Um País qualquer: Portugal por exemplo.
O novo Orçamento de Estado 2013 prevê mais austeridade. Tudo bem.
O problema é que o velho Orçamento 2012 previa austeridade também e falhou os objectivos.
É como pôr a mão em cima do fogo: queima? Sim, queima. Então que faço? Volto a pôr a mão em cima do fogo.
Problema: ou sou masoquista ou simplesmente demente.
Mas há uma terceira hipótese: quero queimar a mão.
Esquisito, não é?
Pois.
Lembramos: a austeridade não é uma escolha de Portugal, é uma pretensão do Fundo Monetário Internacional. Pessoas preparada, que conhecem o ABC e também o D da economia. Possível que pessoas assim não percebam que a austeridade gera outra austeridade?
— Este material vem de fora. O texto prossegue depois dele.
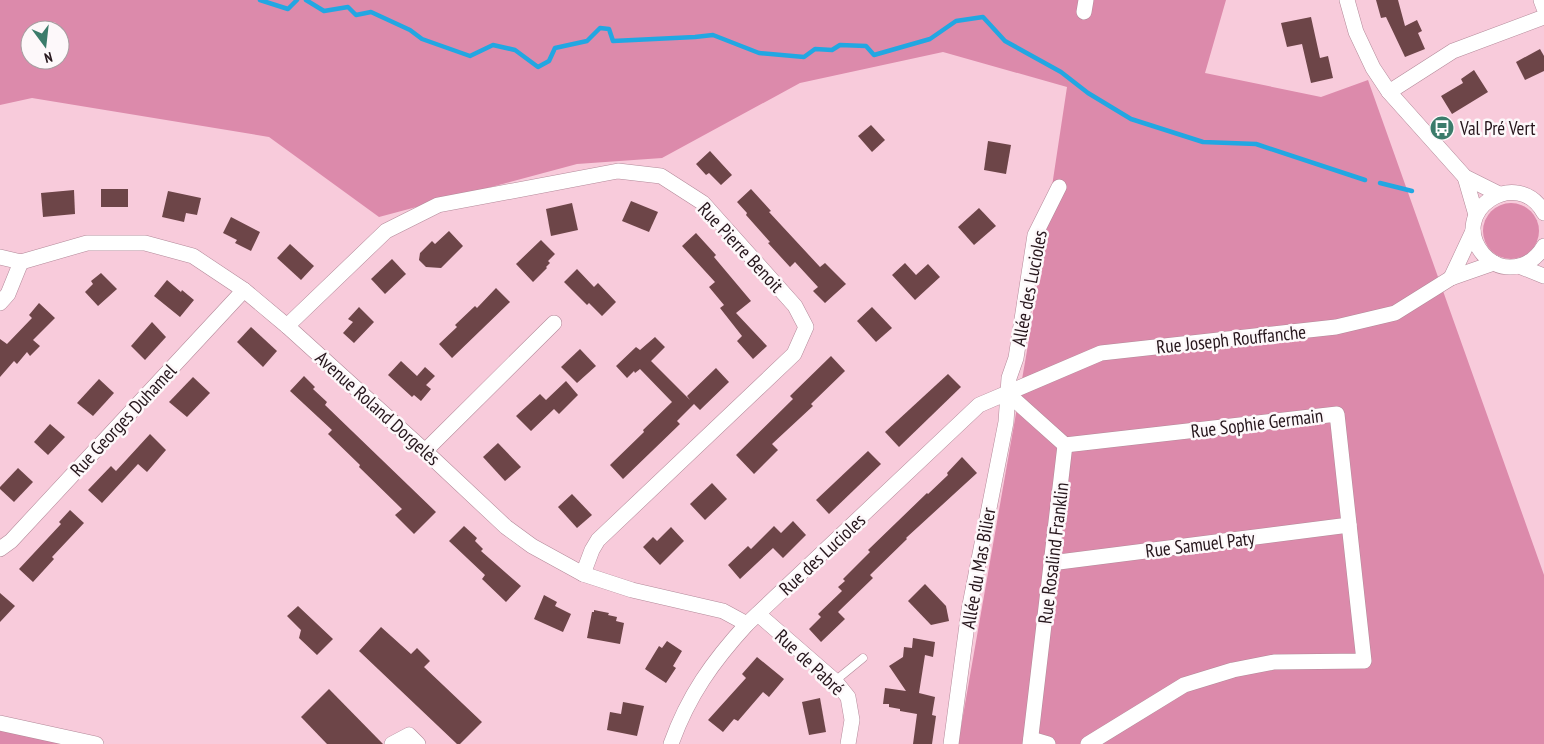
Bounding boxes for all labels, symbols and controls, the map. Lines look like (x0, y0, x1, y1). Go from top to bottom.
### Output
north arrow (20, 20, 70, 70)
text: N (42, 48, 54, 67)
bus stop icon: Val Pré Vert (1429, 115, 1455, 141)
place label: Val Pré Vert (1459, 116, 1536, 140)
street label: Rue Pierre Benoit (693, 197, 789, 298)
street label: Allée des Lucioles (1006, 228, 1052, 348)
street label: Rue Joseph Rouffanche (1155, 319, 1307, 359)
street label: Avenue Roland Dorgelès (311, 346, 445, 470)
street label: Rue Georges Duhamel (65, 358, 182, 481)
street label: Rue Sophie Germain (1190, 403, 1324, 443)
street label: Rue Rosalind Franklin (1032, 481, 1074, 625)
street label: Allée du Mas Bilier (956, 505, 1001, 631)
street label: Rue des Lucioles (774, 508, 870, 600)
street label: Rue Samuel Paty (1144, 525, 1257, 563)
street label: Rue de Pabré (770, 624, 850, 700)

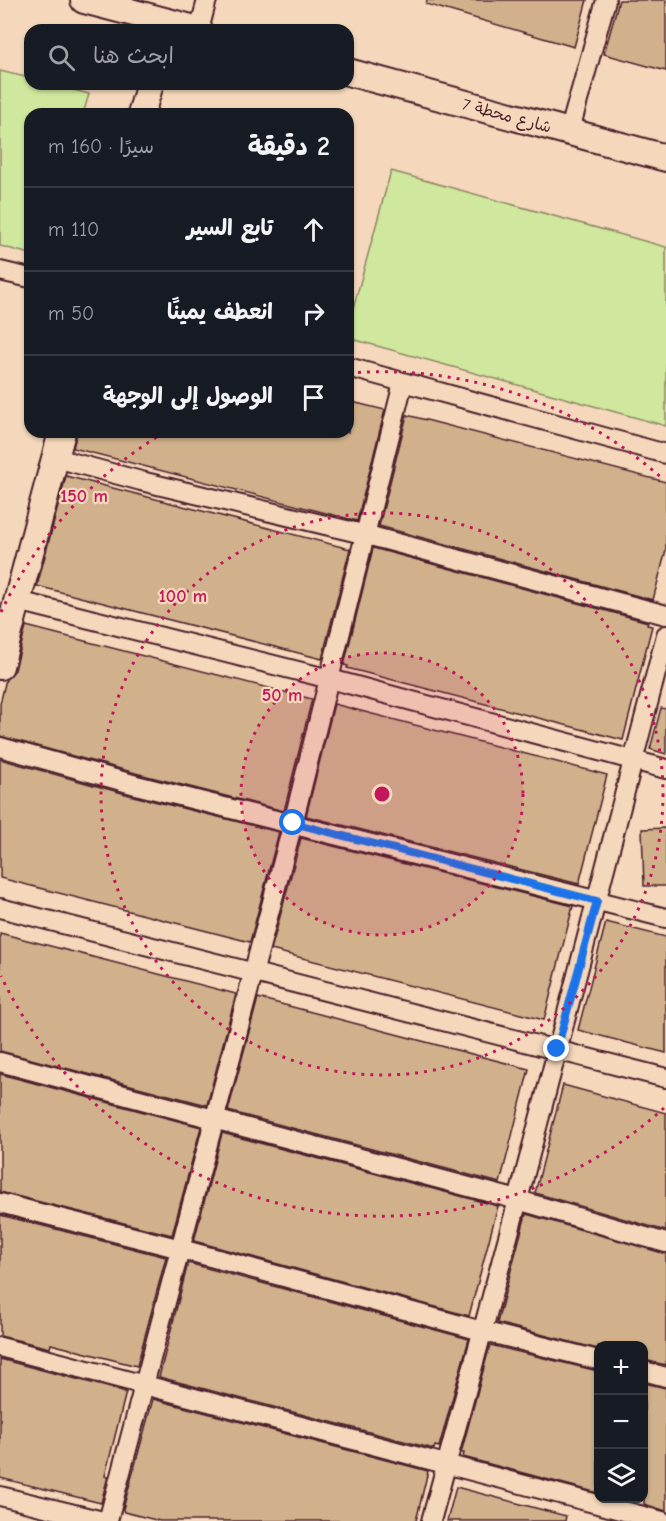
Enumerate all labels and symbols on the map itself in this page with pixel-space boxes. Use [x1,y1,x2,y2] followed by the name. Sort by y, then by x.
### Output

Possível que não consigam observar os nefastos efeitos dum primeiro ano de recessão? Possível que não entendam que o País gera agora menos riqueza e que, consequentemente, a Dívida Pública ao 4,5% do PIB é um resultado ainda mais distante? Porque se a Dívida descer mas o PIB também, nunca será alcançada a meta. É uma questão matemática.
Possível que estes licenciados, economistas, comentadores, especialistas de orçamentos internacionais não consigam tudo isso?
Não, não é possível.
Então somos obrigados a considerar uma hipótese: admitir que a austeridade conseguiu alcançar os resultados pretendidos. Queimar a mão.
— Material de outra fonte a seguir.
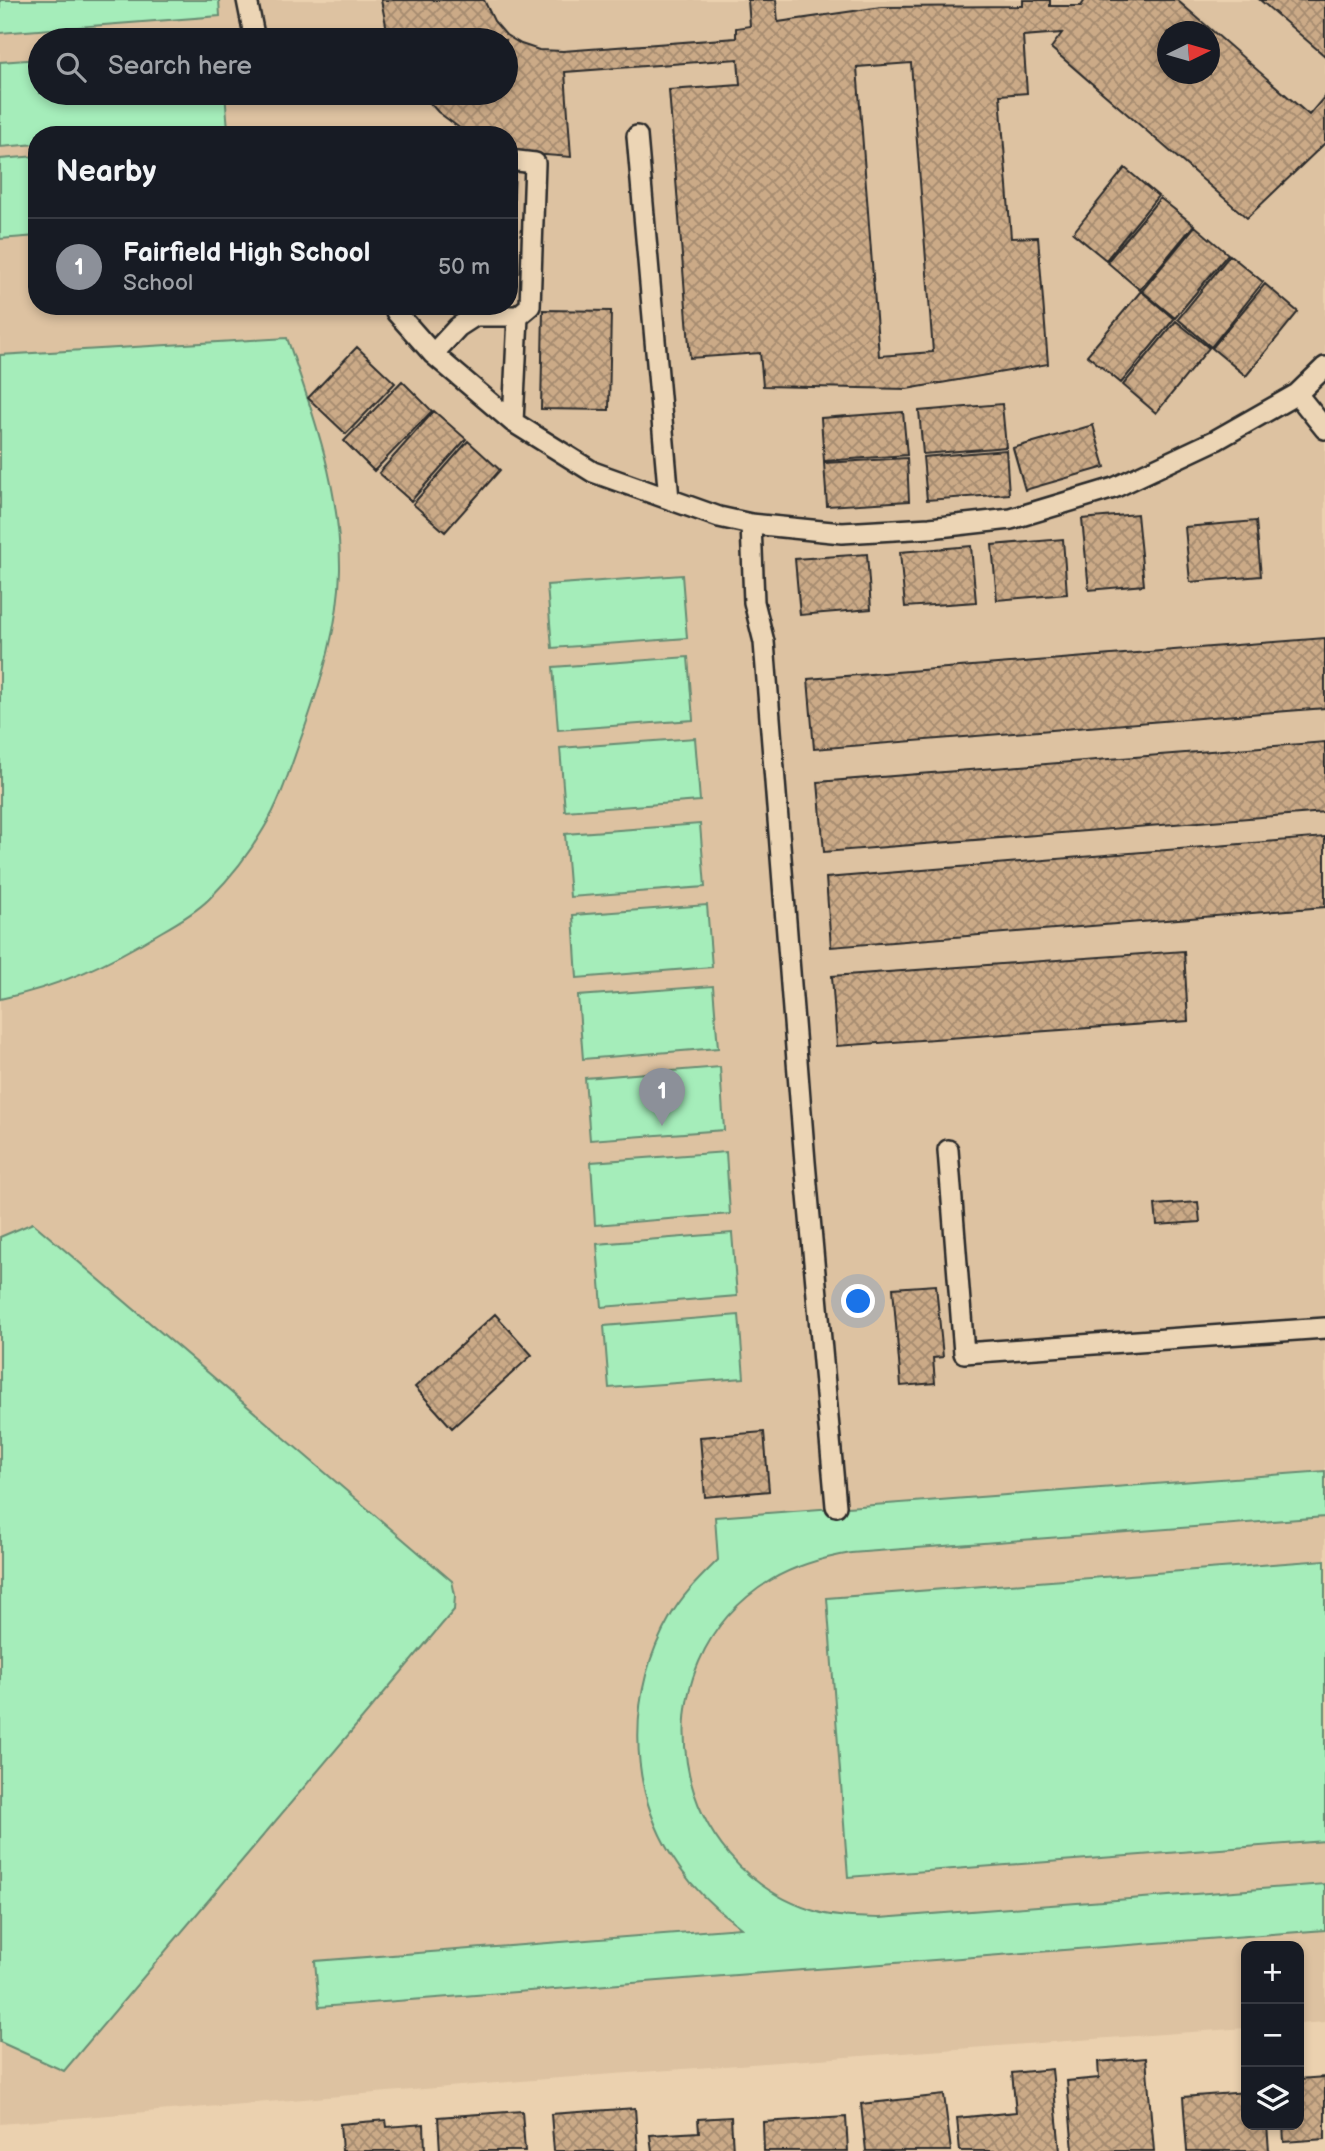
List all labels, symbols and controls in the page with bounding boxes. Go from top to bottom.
north arrow [1157,21,1220,84]
search box [28,28,518,105]
icon: search [52,48,90,86]
text: Search here [108,51,252,82]
text: Nearby [56,154,156,190]
text: Fairfield High School [123,238,370,269]
text: 1 [74,253,84,281]
text: 50 m [438,253,490,281]
text: School [123,269,193,297]
pin: 1 [639,1068,685,1126]
your location [841,1284,875,1318]
map controls [1241,1941,1304,2130]
button: + [1241,1941,1304,2004]
button: − [1241,2004,1304,2067]
button: layers [1241,2067,1304,2130]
Mas quais podem ser estes resultados?
Em primeiro lugar podemos pensar nas privatizações. Faz sentido. O Estado não tem dinheiro, é só vender o património. Tudo bem.
Mas para fazer isso não seria preciso agravar a austeridade. Alguém do governo poderia dizer: "Meus amigos, apesar das recentes medidas, o País fica pobre, muito pobre, e são precisas medidas de venda adicionais para encaixar uns trocos".
Na óptica doentia do governo e do FMI isso faria sentido.
Mas atenção: não é apenas isso que se passa. Além da austeridade, há outro efeito sempre presente mas do qual nunca se fala: a descredibilização da classe política. Que não é novidade, mas que nestas alturas atinge o máximo.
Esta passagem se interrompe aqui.